Start of Block

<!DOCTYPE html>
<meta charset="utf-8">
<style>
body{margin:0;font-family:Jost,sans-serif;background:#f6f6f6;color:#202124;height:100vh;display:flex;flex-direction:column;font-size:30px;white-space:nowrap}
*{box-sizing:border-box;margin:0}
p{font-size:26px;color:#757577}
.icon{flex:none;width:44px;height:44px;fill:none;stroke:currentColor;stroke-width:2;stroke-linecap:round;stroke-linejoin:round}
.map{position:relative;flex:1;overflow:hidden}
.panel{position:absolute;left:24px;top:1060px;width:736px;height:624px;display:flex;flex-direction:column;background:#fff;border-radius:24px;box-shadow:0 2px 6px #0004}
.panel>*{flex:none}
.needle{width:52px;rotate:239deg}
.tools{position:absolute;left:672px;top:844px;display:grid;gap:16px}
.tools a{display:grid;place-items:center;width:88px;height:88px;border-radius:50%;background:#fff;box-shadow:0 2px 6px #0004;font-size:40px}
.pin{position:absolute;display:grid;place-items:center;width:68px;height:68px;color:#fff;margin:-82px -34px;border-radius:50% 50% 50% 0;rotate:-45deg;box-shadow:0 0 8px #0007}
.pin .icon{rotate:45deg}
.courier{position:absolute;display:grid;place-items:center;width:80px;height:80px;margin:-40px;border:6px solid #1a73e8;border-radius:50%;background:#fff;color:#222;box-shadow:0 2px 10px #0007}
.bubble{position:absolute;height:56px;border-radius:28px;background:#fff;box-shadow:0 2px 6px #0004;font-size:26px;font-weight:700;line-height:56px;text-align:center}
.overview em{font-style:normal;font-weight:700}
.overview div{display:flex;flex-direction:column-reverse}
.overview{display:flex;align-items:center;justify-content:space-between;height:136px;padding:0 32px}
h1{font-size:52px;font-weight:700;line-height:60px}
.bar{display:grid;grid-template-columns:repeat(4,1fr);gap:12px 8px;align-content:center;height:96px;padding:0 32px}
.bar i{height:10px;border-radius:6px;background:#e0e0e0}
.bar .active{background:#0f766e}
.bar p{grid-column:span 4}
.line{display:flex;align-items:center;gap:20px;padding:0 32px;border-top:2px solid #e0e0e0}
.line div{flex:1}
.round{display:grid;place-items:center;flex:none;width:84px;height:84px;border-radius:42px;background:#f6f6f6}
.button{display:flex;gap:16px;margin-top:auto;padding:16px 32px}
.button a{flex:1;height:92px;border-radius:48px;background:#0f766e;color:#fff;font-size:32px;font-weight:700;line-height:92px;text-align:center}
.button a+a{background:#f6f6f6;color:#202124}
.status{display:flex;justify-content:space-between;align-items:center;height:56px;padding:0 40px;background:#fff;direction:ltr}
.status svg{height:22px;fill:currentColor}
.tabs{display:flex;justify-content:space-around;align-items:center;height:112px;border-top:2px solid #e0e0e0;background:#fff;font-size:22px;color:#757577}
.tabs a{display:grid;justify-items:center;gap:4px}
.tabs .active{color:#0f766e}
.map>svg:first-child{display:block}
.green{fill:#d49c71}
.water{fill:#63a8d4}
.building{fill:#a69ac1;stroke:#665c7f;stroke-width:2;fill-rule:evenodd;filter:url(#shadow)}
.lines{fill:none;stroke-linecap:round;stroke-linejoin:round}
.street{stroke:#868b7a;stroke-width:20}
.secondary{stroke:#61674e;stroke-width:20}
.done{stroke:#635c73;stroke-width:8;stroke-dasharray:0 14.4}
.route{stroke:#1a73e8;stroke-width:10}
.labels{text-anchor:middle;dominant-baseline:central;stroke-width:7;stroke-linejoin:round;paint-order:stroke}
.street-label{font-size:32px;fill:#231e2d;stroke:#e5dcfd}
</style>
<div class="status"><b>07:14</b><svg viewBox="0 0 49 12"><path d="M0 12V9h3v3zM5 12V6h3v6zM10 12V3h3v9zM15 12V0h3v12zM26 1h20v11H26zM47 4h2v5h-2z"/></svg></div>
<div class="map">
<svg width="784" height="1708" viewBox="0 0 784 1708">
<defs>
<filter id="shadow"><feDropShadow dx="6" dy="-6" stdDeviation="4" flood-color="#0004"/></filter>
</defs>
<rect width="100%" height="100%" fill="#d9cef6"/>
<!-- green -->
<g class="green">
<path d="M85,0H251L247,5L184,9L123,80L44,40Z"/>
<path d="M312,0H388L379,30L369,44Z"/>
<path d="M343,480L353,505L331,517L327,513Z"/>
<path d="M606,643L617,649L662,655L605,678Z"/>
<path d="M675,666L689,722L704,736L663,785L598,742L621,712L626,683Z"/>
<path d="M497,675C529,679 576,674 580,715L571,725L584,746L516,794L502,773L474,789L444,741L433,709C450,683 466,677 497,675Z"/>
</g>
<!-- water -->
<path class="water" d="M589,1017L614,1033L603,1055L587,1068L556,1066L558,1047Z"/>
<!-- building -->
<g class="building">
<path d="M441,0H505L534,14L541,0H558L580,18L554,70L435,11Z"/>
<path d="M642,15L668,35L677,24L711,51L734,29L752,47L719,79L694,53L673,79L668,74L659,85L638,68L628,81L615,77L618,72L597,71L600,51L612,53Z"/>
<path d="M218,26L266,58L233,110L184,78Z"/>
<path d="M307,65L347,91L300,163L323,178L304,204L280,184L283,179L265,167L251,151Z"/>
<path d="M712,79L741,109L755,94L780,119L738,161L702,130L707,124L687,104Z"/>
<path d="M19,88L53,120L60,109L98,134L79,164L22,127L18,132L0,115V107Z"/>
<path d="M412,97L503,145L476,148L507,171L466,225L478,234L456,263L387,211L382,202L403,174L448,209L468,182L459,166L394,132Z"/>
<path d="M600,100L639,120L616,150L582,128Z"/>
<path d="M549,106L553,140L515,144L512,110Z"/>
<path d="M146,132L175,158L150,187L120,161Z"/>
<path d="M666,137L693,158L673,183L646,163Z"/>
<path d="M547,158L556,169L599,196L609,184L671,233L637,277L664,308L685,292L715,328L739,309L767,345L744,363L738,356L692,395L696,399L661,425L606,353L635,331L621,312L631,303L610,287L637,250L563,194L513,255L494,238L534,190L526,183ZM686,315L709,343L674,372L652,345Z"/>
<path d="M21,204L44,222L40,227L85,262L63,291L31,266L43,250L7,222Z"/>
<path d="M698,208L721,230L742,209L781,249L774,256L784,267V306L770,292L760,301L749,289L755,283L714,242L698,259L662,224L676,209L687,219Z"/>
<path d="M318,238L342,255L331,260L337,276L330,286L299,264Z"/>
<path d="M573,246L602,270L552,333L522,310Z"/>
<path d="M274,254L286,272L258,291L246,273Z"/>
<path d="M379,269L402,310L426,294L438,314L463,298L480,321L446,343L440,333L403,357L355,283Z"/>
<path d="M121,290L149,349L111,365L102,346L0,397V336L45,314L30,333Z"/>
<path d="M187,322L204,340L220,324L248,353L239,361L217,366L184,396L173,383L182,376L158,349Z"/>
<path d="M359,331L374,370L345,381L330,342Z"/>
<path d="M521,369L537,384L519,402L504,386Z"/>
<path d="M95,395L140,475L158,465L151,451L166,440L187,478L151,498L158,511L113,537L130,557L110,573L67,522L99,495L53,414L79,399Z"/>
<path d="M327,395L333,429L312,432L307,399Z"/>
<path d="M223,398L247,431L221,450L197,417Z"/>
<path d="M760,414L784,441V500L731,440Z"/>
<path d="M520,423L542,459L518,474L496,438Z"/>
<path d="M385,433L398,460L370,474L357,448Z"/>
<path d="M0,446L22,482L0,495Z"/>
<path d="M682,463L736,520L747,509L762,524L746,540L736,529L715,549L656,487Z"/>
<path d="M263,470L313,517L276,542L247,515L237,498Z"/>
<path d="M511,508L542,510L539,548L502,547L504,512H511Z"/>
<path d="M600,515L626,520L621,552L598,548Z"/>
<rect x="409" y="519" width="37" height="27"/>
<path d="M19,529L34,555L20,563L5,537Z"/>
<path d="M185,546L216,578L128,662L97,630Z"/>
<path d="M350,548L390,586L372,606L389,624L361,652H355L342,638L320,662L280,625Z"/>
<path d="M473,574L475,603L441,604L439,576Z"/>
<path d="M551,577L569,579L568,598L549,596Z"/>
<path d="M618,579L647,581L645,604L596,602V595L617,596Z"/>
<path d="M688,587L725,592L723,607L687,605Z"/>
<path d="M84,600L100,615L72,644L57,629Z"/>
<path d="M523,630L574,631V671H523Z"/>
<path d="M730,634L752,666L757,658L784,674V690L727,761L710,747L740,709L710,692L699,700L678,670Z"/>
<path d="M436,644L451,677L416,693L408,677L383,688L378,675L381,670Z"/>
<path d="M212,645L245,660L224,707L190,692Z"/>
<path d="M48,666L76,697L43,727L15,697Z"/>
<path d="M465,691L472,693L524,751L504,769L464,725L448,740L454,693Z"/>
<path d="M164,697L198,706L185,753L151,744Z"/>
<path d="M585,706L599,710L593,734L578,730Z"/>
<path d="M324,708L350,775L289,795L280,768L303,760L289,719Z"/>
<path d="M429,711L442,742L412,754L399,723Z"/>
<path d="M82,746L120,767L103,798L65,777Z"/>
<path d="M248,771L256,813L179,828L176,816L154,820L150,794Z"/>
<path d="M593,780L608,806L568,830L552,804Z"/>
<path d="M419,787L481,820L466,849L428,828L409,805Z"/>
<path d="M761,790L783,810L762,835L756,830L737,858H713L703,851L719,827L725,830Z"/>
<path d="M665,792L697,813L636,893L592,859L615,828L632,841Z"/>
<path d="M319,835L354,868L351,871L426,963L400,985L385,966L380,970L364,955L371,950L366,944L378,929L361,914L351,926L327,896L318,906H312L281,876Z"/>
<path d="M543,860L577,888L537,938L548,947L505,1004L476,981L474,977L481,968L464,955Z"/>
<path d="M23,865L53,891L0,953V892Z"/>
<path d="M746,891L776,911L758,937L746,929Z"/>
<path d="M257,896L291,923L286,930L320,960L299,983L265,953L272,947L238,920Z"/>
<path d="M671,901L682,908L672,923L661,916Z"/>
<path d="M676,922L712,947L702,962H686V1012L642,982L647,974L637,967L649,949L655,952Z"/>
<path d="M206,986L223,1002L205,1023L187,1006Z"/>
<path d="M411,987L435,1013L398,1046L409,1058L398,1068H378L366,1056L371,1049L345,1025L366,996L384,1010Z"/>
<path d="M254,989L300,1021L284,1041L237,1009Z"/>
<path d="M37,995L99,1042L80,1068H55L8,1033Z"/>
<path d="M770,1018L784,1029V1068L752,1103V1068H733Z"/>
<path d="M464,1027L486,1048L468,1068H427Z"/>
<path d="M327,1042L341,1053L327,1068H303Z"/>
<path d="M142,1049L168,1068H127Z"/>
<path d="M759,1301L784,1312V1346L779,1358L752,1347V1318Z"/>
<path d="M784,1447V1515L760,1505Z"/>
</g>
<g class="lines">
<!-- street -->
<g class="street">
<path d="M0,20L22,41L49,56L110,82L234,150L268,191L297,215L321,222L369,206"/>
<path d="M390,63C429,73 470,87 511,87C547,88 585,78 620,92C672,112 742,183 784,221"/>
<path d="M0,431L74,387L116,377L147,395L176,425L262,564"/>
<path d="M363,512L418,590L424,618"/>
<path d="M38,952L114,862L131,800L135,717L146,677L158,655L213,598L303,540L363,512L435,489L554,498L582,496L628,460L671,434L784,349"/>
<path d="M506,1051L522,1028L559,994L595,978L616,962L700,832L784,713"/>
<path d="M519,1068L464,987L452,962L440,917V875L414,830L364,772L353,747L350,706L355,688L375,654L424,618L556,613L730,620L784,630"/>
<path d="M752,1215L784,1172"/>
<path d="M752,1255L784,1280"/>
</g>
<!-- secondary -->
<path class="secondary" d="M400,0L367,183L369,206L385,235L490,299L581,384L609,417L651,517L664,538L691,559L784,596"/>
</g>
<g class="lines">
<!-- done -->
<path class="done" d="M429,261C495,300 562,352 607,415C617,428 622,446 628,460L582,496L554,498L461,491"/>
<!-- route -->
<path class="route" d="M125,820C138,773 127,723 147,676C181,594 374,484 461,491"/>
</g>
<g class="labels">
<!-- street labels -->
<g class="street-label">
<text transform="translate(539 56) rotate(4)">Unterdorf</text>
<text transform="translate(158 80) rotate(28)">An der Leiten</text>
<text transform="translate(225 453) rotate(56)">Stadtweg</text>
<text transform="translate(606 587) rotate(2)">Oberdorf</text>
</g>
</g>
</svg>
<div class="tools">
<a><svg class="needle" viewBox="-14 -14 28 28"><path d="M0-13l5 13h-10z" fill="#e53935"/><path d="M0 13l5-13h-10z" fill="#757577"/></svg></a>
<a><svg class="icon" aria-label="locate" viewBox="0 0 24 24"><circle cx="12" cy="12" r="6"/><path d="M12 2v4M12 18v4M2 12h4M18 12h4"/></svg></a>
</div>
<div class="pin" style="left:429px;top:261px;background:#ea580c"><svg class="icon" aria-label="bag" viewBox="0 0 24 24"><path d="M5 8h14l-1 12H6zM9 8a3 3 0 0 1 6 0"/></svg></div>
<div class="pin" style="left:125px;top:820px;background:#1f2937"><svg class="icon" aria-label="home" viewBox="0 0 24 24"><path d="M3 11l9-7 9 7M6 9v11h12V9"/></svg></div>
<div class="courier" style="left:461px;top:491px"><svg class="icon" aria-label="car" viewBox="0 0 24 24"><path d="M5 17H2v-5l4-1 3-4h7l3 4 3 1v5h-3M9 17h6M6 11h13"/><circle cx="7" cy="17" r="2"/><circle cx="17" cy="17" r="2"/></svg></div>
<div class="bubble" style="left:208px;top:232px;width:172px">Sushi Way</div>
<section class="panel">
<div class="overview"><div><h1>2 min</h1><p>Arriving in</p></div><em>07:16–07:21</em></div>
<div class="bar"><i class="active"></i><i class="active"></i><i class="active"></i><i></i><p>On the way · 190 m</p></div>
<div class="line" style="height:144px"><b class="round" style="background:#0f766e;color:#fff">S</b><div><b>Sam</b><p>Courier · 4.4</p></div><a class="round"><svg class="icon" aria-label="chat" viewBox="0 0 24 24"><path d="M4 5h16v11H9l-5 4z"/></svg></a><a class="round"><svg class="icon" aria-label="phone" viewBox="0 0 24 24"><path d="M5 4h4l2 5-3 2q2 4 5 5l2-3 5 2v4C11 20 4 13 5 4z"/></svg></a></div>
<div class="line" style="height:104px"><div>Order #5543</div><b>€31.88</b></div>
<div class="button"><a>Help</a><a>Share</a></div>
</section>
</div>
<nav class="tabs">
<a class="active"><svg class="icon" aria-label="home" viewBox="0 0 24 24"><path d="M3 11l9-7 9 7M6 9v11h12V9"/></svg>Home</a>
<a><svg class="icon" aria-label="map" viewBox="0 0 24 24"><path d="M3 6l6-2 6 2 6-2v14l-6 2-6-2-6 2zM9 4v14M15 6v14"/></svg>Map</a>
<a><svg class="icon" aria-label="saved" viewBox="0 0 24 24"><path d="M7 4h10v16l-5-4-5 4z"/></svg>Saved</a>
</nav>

End of Block

Return every line holding the word "linecap" from the records.

.icon{flex:none;width:44px;height:44px;fill:none;stroke:currentColor;stroke-width:2;stroke-linecap:round;stroke-linejoin:round}
.lines{fill:none;stroke-linecap:round;stroke-linejoin:round}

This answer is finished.